How to Compare Custom CUDA Gradients with PyTorch's Autograd Gradients?

Hi PyTorch Community,

I’m working on a project where I’ve implemented a custom autograd.Function in PyTorch that wraps a CUDA operation. My custom CUDA functions (both forward and backward) are critical for performance and currently support only float32 (torch.float) data types.

I want to verify that my custom backward implementation is correct by comparing the gradients computed by my custom backward function with the gradients computed by PyTorch’s autograd engine. However, I’m facing challenges due to the data type constraints and the use of custom CUDA code.

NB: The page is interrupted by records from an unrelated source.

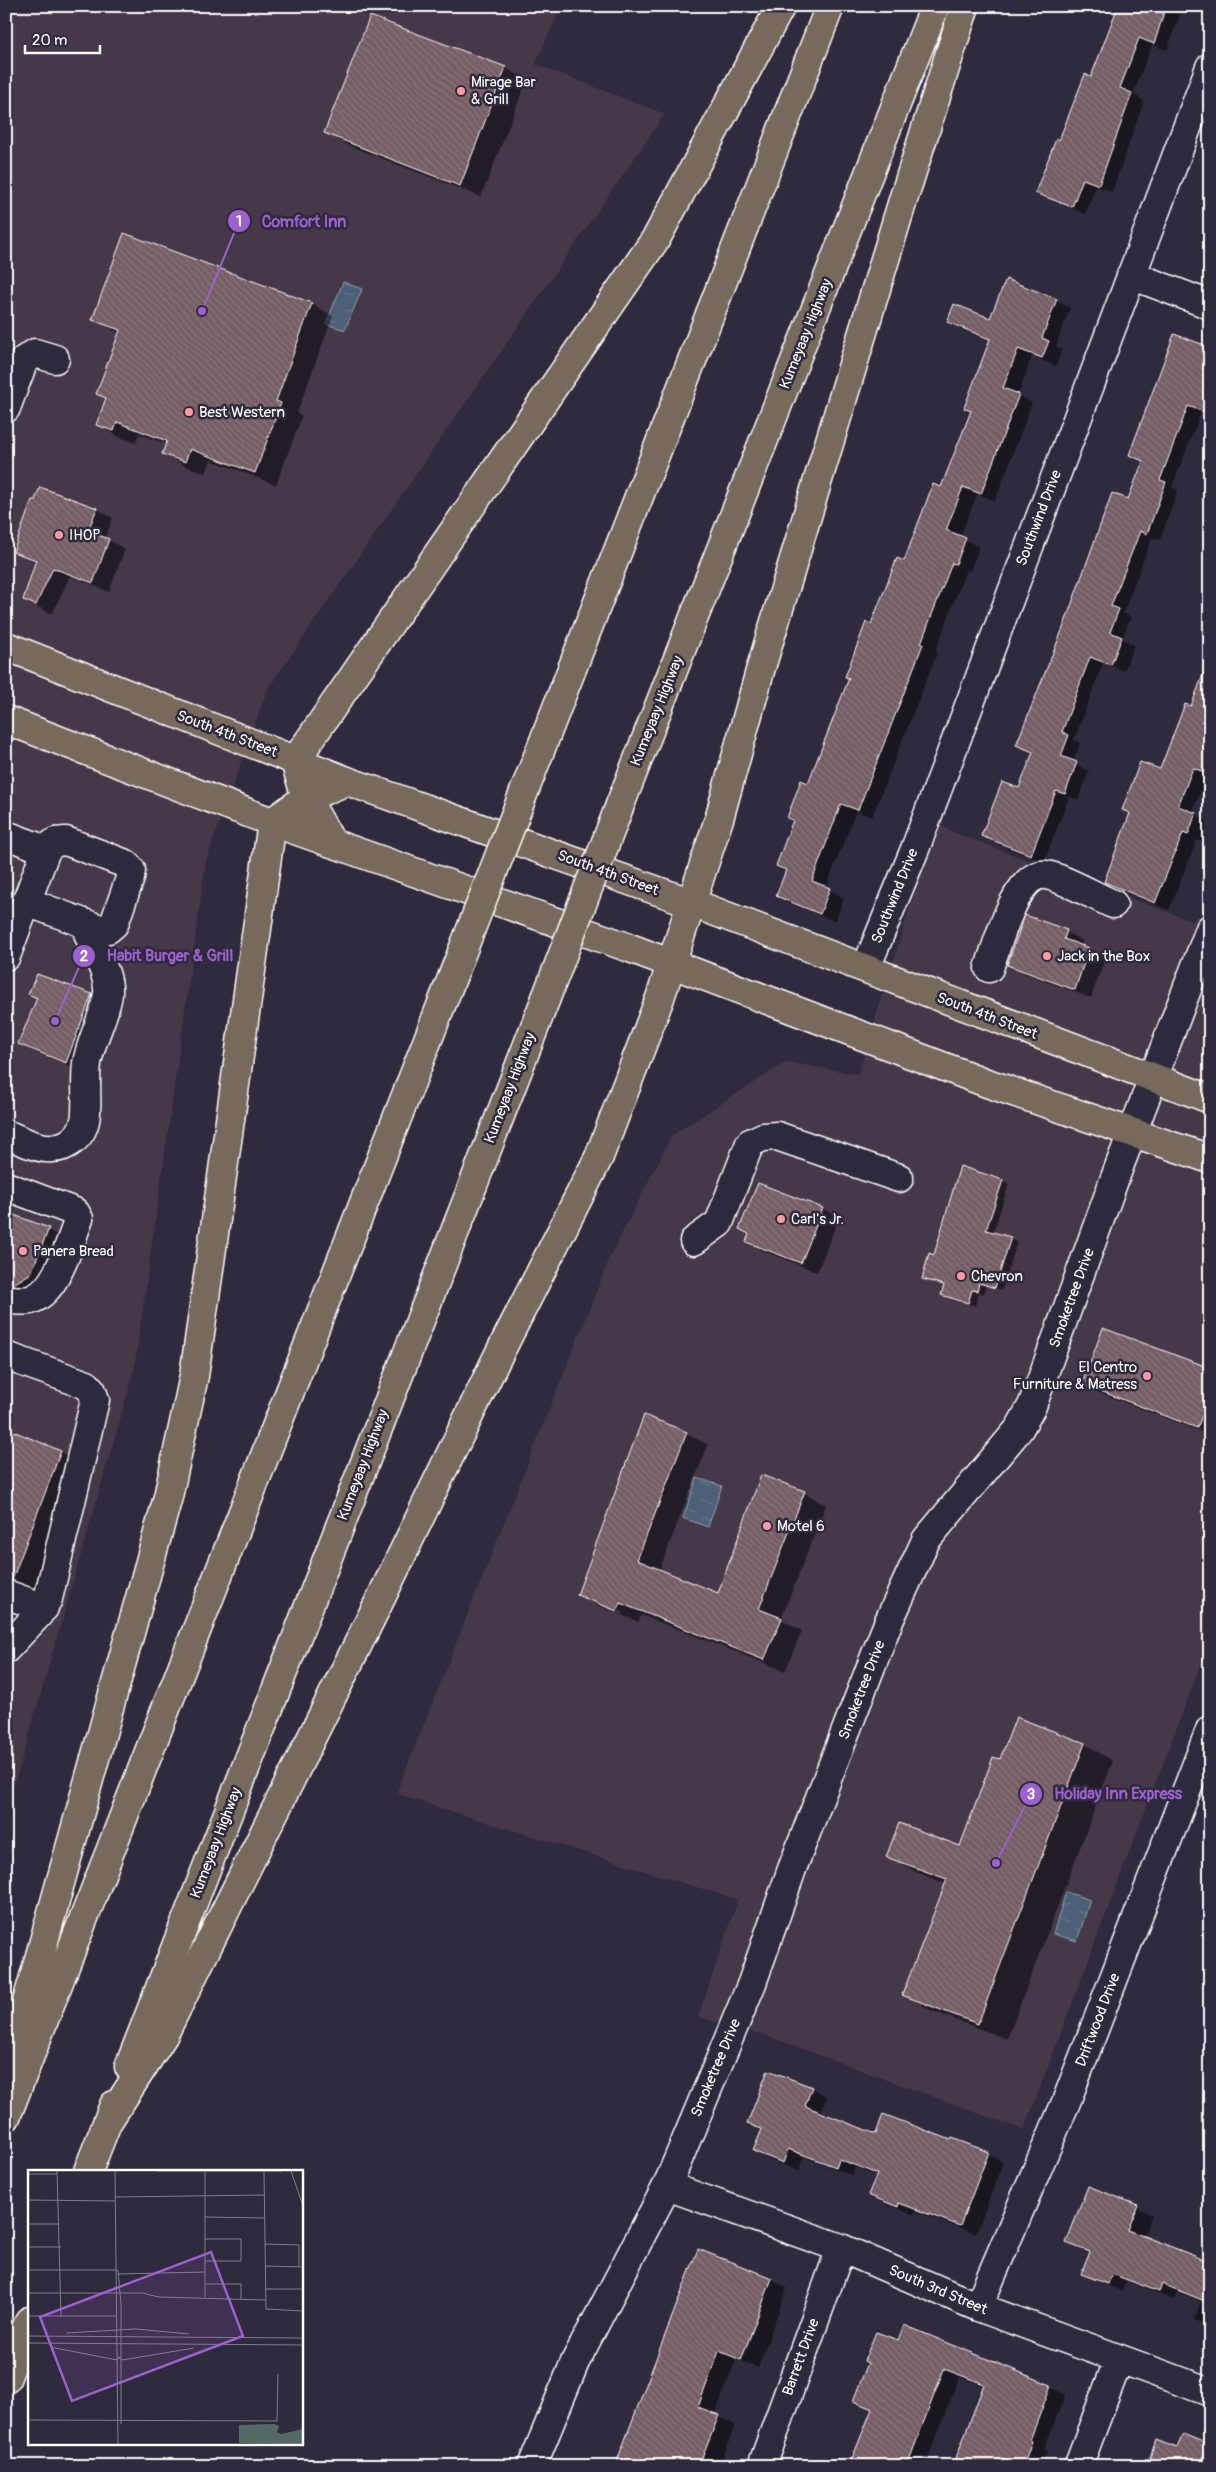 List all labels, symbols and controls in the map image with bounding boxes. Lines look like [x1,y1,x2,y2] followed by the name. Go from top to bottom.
[25,22,100,54] scale bar
[32,31,67,50] text: 20 m
[471,73,536,109] place label: Mirage Bar & Grill
[455,85,467,97] marker: Mirage Bar & Grill
[226,206,356,237] callout: Comfort Inn
[236,212,242,231] text: 1
[262,212,346,232] text: Comfort Inn
[775,276,837,392] street label: Kumeyaay Highway
[199,403,285,422] place label: Best Western
[183,406,195,418] marker: Best Western
[1012,467,1066,569] street label: Southwind Drive
[69,526,101,545] place label: IHOP
[53,529,65,541] marker: IHOP
[626,653,688,769] street label: Kumeyaay Highway
[174,706,281,762] street label: South 4th Street
[867,845,923,946] street label: Southwind Drive
[555,846,662,900] street label: South 4th Street
[72,940,243,971] callout: Habit Burger & Grill
[107,946,233,966] text: Habit Burger & Grill
[80,947,88,966] text: 2
[1057,947,1150,966] place label: Jack in the Box
[1041,950,1053,962] marker: Jack in the Box
[934,988,1041,1044] street label: South 4th Street
[480,1029,540,1146] street label: Kumeyaay Highway
[791,1210,844,1229] place label: Carl's Jr.
[775,1213,787,1225] marker: Carl's Jr.
[33,1242,114,1261] place label: Panera Bread
[17,1245,29,1257] marker: Panera Bread
[1045,1245,1099,1351] street label: Smoketree Drive
[971,1267,1023,1286] place label: Chevron
[955,1270,967,1282] marker: Chevron
[1013,1358,1137,1394] place label: El Centro Furniture & Matress
[1141,1370,1153,1382] marker: El Centro Furniture & Matress
[333,1406,393,1523] street label: Kumeyaay Highway
[777,1517,825,1536] place label: Motel 6
[761,1520,773,1532] marker: Motel 6
[834,1637,890,1742] street label: Smoketree Drive
[1019,1778,1192,1809] callout: Holiday Inn Express
[186,1784,246,1901] street label: Kumeyaay Highway
[1054,1784,1183,1804] text: Holiday Inn Express
[1027,1785,1035,1804] text: 3
[1071,1970,1125,2069] street label: Driftwood Drive
[687,2015,745,2120] street label: Smoketree Drive
[28,2170,302,2444] inset map
[886,2261,991,2320] street label: South 3rd Street
[778,2315,824,2398] street label: Barrett Drive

Here’s what I’m trying to achieve:

1. Include my custom CUDA function in the computational graph.
2. Use PyTorch’s autograd to compute gradients based on the forward pass.
3. Compare my custom backward gradients with the autograd-computed gradients to ensure correctness.

My Challenges:

  • Data Type Constraint: torch.autograd.gradcheck expects inputs of type torch.double, but my CUDA functions only support torch.float (float32). Modifying the CUDA code to support double would be a significant effort I’d like to avoid.
  • Gradient Checking: I’m unsure how to perform gradient checking in this scenario where my custom functions are limited to float32.

My Questions:

  1. Can a custom CUDA function be part of the computational graph, allowing PyTorch to compute autograd gradients based on the forward pass?
  2. If so, how can I extract PyTorch’s autograd gradients for comparison with my custom backward gradients?
  3. Is there a recommended approach or tool for performing gradient checking with custom CUDA functions that only support float32?

Illustrative Pseudo-Code:

Here’s a simplified pseudo-code to illustrate my setup:

import torch

class MyCustomFunction(torch.autograd.Function):
    @staticmethod
    def forward(ctx, input):
        # Call my custom CUDA forward function (supports float32 only)
        output = my_cuda_forward(input)
        ctx.save_for_backward(input)
        return output

    @staticmethod
    def backward(ctx, grad_output):
        input, = ctx.saved_tensors
        # Call my custom CUDA backward function
        grad_input = my_cuda_backward(grad_output, input)
        return grad_input

# Example usage
input = torch.randn(10, dtype=torch.float32, requires_grad=True)
output = MyCustomFunction.apply(input)
loss = output.sum()
loss.backward()

# Now, I want to compare my custom backward gradients with PyTorch's autograd gradients
# How can I achieve this?

Additional Context:

  • PyTorch Version: (2.5.1)
  • CUDA Version: (e.g., 12.1)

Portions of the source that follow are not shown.